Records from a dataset

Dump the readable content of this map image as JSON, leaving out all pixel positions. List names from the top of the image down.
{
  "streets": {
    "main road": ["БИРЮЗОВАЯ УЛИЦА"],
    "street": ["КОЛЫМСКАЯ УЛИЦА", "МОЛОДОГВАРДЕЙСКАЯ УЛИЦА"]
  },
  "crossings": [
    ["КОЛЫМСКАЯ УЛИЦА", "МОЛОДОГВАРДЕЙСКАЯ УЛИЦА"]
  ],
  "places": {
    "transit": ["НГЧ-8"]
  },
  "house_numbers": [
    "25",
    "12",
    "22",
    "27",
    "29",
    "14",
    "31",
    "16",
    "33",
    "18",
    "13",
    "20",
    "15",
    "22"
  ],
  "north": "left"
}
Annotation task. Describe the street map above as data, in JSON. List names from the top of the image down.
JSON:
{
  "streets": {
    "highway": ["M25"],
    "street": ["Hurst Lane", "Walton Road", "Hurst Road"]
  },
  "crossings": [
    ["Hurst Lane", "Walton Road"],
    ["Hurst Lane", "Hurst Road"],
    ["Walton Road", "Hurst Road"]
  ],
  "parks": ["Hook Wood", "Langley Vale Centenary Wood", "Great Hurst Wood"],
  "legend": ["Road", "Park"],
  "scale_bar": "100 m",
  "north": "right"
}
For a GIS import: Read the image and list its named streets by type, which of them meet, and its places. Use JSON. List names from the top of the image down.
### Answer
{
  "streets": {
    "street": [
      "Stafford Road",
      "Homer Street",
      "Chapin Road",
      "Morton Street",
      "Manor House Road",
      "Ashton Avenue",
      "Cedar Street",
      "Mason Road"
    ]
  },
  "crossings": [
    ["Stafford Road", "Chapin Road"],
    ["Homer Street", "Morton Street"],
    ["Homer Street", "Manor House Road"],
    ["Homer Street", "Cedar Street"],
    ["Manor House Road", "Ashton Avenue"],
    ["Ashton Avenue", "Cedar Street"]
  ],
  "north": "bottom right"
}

**DESCRIPTION OF THE TASK:**
Repeat the records above exactly, leaving none out.

**ANSWER FOR THIS EXERCISE:**
Dump the readable content of this map image as JSON, leaving out all pixel positions. List names from the top of the image down.
{
  "streets": {
    "main road": ["БИРЮЗОВАЯ УЛИЦА"],
    "street": ["КОЛЫМСКАЯ УЛИЦА", "МОЛОДОГВАРДЕЙСКАЯ УЛИЦА"]
  },
  "crossings": [
    ["КОЛЫМСКАЯ УЛИЦА", "МОЛОДОГВАРДЕЙСКАЯ УЛИЦА"]
  ],
  "places": {
    "transit": ["НГЧ-8"]
  },
  "house_numbers": [
    "25",
    "12",
    "22",
    "27",
    "29",
    "14",
    "31",
    "16",
    "33",
    "18",
    "13",
    "20",
    "15",
    "22"
  ],
  "north": "left"
}
Annotation task. Describe the street map above as data, in JSON. List names from the top of the image down.
JSON:
{
  "streets": {
    "highway": ["M25"],
    "street": ["Hurst Lane", "Walton Road", "Hurst Road"]
  },
  "crossings": [
    ["Hurst Lane", "Walton Road"],
    ["Hurst Lane", "Hurst Road"],
    ["Walton Road", "Hurst Road"]
  ],
  "parks": ["Hook Wood", "Langley Vale Centenary Wood", "Great Hurst Wood"],
  "legend": ["Road", "Park"],
  "scale_bar": "100 m",
  "north": "right"
}
For a GIS import: Read the image and list its named streets by type, which of them meet, and its places. Use JSON. List names from the top of the image down.
### Answer
{
  "streets": {
    "street": [
      "Stafford Road",
      "Homer Street",
      "Chapin Road",
      "Morton Street",
      "Manor House Road",
      "Ashton Avenue",
      "Cedar Street",
      "Mason Road"
    ]
  },
  "crossings": [
    ["Stafford Road", "Chapin Road"],
    ["Homer Street", "Morton Street"],
    ["Homer Street", "Manor House Road"],
    ["Homer Street", "Cedar Street"],
    ["Manor House Road", "Ashton Avenue"],
    ["Ashton Avenue", "Cedar Street"]
  ],
  "north": "bottom right"
}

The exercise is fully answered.